PROBLEM STATEMENT -> Return every line of the data below, exactly.

SOURCE DATA ->
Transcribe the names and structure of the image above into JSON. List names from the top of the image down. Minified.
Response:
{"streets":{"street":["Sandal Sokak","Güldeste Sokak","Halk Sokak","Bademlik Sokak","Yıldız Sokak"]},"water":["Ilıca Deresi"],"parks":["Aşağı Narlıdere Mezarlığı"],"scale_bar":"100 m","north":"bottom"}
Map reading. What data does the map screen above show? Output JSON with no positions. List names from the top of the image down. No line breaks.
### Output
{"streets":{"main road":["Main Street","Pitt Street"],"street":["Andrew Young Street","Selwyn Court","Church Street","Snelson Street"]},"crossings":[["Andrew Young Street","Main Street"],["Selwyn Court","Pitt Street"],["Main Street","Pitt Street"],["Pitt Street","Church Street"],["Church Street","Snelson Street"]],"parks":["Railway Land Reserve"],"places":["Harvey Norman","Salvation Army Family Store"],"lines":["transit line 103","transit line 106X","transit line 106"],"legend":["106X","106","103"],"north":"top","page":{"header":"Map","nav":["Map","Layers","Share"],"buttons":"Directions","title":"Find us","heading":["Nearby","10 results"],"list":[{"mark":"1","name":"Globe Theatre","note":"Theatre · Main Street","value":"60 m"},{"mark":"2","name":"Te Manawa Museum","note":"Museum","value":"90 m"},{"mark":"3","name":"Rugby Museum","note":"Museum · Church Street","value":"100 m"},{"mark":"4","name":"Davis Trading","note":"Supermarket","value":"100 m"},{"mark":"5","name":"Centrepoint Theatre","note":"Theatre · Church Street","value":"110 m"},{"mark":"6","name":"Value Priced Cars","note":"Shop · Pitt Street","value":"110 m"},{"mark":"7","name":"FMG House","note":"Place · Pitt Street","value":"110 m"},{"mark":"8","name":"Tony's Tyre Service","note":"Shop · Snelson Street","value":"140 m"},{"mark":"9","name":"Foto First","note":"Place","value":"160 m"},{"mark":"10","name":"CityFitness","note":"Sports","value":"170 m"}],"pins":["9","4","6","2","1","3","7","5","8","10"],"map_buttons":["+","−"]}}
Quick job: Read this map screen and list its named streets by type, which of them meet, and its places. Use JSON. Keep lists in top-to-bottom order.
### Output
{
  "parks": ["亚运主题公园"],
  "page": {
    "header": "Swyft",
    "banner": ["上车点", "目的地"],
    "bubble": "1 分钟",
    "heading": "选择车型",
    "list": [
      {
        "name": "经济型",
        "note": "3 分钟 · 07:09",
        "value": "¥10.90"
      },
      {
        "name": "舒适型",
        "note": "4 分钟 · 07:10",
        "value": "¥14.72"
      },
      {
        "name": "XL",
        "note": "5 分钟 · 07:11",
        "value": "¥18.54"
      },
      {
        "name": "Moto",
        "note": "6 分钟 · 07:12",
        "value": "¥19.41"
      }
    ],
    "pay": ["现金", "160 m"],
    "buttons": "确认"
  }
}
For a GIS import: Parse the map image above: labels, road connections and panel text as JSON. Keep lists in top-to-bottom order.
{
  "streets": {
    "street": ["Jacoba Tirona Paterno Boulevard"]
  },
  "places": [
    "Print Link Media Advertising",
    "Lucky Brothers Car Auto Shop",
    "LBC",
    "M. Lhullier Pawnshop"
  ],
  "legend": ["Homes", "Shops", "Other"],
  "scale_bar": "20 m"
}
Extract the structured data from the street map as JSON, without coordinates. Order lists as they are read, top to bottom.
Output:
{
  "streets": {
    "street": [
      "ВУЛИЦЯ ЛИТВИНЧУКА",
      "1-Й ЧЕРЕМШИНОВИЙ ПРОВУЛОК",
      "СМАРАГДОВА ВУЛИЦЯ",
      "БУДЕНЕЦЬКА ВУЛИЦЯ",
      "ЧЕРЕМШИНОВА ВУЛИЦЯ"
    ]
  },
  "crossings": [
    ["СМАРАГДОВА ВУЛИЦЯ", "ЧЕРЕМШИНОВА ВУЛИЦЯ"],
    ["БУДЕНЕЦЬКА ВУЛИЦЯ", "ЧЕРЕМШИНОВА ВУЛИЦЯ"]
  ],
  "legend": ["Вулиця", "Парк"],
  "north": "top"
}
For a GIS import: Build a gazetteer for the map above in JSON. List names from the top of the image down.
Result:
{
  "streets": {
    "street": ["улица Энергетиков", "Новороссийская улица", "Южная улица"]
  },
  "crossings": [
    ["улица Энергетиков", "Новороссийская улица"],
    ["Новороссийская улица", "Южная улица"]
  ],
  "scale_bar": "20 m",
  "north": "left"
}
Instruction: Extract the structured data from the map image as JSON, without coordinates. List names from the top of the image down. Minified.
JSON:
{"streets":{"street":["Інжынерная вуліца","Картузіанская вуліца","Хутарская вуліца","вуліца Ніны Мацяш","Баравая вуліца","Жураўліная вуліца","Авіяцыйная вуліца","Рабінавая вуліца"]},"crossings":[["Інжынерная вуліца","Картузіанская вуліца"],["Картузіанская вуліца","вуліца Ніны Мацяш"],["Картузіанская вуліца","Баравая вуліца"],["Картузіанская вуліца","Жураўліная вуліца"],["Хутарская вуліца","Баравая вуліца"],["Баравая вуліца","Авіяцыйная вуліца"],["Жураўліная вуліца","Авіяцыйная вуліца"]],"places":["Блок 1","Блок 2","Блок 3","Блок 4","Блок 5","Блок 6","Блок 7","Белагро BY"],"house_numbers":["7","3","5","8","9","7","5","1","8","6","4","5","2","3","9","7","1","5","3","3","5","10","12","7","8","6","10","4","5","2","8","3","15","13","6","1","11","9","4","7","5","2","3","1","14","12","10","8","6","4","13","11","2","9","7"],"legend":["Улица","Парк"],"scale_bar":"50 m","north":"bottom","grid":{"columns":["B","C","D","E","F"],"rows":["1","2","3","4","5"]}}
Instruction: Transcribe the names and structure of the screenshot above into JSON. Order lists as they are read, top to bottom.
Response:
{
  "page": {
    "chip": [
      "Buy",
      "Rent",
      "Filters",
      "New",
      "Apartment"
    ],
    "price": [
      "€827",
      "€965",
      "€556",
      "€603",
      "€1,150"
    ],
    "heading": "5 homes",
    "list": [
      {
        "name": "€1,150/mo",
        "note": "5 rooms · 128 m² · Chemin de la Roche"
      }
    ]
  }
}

ANSWER ->
Transcribe the names and structure of the image above into JSON. List names from the top of the image down. Minified.
Response:
{"streets":{"street":["Sandal Sokak","Güldeste Sokak","Halk Sokak","Bademlik Sokak","Yıldız Sokak"]},"water":["Ilıca Deresi"],"parks":["Aşağı Narlıdere Mezarlığı"],"scale_bar":"100 m","north":"bottom"}
Map reading. What data does the map screen above show? Output JSON with no positions. List names from the top of the image down. No line breaks.
### Output
{"streets":{"main road":["Main Street","Pitt Street"],"street":["Andrew Young Street","Selwyn Court","Church Street","Snelson Street"]},"crossings":[["Andrew Young Street","Main Street"],["Selwyn Court","Pitt Street"],["Main Street","Pitt Street"],["Pitt Street","Church Street"],["Church Street","Snelson Street"]],"parks":["Railway Land Reserve"],"places":["Harvey Norman","Salvation Army Family Store"],"lines":["transit line 103","transit line 106X","transit line 106"],"legend":["106X","106","103"],"north":"top","page":{"header":"Map","nav":["Map","Layers","Share"],"buttons":"Directions","title":"Find us","heading":["Nearby","10 results"],"list":[{"mark":"1","name":"Globe Theatre","note":"Theatre · Main Street","value":"60 m"},{"mark":"2","name":"Te Manawa Museum","note":"Museum","value":"90 m"},{"mark":"3","name":"Rugby Museum","note":"Museum · Church Street","value":"100 m"},{"mark":"4","name":"Davis Trading","note":"Supermarket","value":"100 m"},{"mark":"5","name":"Centrepoint Theatre","note":"Theatre · Church Street","value":"110 m"},{"mark":"6","name":"Value Priced Cars","note":"Shop · Pitt Street","value":"110 m"},{"mark":"7","name":"FMG House","note":"Place · Pitt Street","value":"110 m"},{"mark":"8","name":"Tony's Tyre Service","note":"Shop · Snelson Street","value":"140 m"},{"mark":"9","name":"Foto First","note":"Place","value":"160 m"},{"mark":"10","name":"CityFitness","note":"Sports","value":"170 m"}],"pins":["9","4","6","2","1","3","7","5","8","10"],"map_buttons":["+","−"]}}
Quick job: Read this map screen and list its named streets by type, which of them meet, and its places. Use JSON. Keep lists in top-to-bottom order.
### Output
{
  "parks": ["亚运主题公园"],
  "page": {
    "header": "Swyft",
    "banner": ["上车点", "目的地"],
    "bubble": "1 分钟",
    "heading": "选择车型",
    "list": [
      {
        "name": "经济型",
        "note": "3 分钟 · 07:09",
        "value": "¥10.90"
      },
      {
        "name": "舒适型",
        "note": "4 分钟 · 07:10",
        "value": "¥14.72"
      },
      {
        "name": "XL",
        "note": "5 分钟 · 07:11",
        "value": "¥18.54"
      },
      {
        "name": "Moto",
        "note": "6 分钟 · 07:12",
        "value": "¥19.41"
      }
    ],
    "pay": ["现金", "160 m"],
    "buttons": "确认"
  }
}
For a GIS import: Parse the map image above: labels, road connections and panel text as JSON. Keep lists in top-to-bottom order.
{
  "streets": {
    "street": ["Jacoba Tirona Paterno Boulevard"]
  },
  "places": [
    "Print Link Media Advertising",
    "Lucky Brothers Car Auto Shop",
    "LBC",
    "M. Lhullier Pawnshop"
  ],
  "legend": ["Homes", "Shops", "Other"],
  "scale_bar": "20 m"
}
Extract the structured data from the street map as JSON, without coordinates. Order lists as they are read, top to bottom.
Output:
{
  "streets": {
    "street": [
      "ВУЛИЦЯ ЛИТВИНЧУКА",
      "1-Й ЧЕРЕМШИНОВИЙ ПРОВУЛОК",
      "СМАРАГДОВА ВУЛИЦЯ",
      "БУДЕНЕЦЬКА ВУЛИЦЯ",
      "ЧЕРЕМШИНОВА ВУЛИЦЯ"
    ]
  },
  "crossings": [
    ["СМАРАГДОВА ВУЛИЦЯ", "ЧЕРЕМШИНОВА ВУЛИЦЯ"],
    ["БУДЕНЕЦЬКА ВУЛИЦЯ", "ЧЕРЕМШИНОВА ВУЛИЦЯ"]
  ],
  "legend": ["Вулиця", "Парк"],
  "north": "top"
}
For a GIS import: Build a gazetteer for the map above in JSON. List names from the top of the image down.
Result:
{
  "streets": {
    "street": ["улица Энергетиков", "Новороссийская улица", "Южная улица"]
  },
  "crossings": [
    ["улица Энергетиков", "Новороссийская улица"],
    ["Новороссийская улица", "Южная улица"]
  ],
  "scale_bar": "20 m",
  "north": "left"
}
Instruction: Extract the structured data from the map image as JSON, without coordinates. List names from the top of the image down. Minified.
JSON:
{"streets":{"street":["Інжынерная вуліца","Картузіанская вуліца","Хутарская вуліца","вуліца Ніны Мацяш","Баравая вуліца","Жураўліная вуліца","Авіяцыйная вуліца","Рабінавая вуліца"]},"crossings":[["Інжынерная вуліца","Картузіанская вуліца"],["Картузіанская вуліца","вуліца Ніны Мацяш"],["Картузіанская вуліца","Баравая вуліца"],["Картузіанская вуліца","Жураўліная вуліца"],["Хутарская вуліца","Баравая вуліца"],["Баравая вуліца","Авіяцыйная вуліца"],["Жураўліная вуліца","Авіяцыйная вуліца"]],"places":["Блок 1","Блок 2","Блок 3","Блок 4","Блок 5","Блок 6","Блок 7","Белагро BY"],"house_numbers":["7","3","5","8","9","7","5","1","8","6","4","5","2","3","9","7","1","5","3","3","5","10","12","7","8","6","10","4","5","2","8","3","15","13","6","1","11","9","4","7","5","2","3","1","14","12","10","8","6","4","13","11","2","9","7"],"legend":["Улица","Парк"],"scale_bar":"50 m","north":"bottom","grid":{"columns":["B","C","D","E","F"],"rows":["1","2","3","4","5"]}}
Instruction: Transcribe the names and structure of the screenshot above into JSON. Order lists as they are read, top to bottom.
Response:
{
  "page": {
    "chip": [
      "Buy",
      "Rent",
      "Filters",
      "New",
      "Apartment"
    ],
    "price": [
      "€827",
      "€965",
      "€556",
      "€603",
      "€1,150"
    ],
    "heading": "5 homes",
    "list": [
      {
        "name": "€1,150/mo",
        "note": "5 rooms · 128 m² · Chemin de la Roche"
      }
    ]
  }
}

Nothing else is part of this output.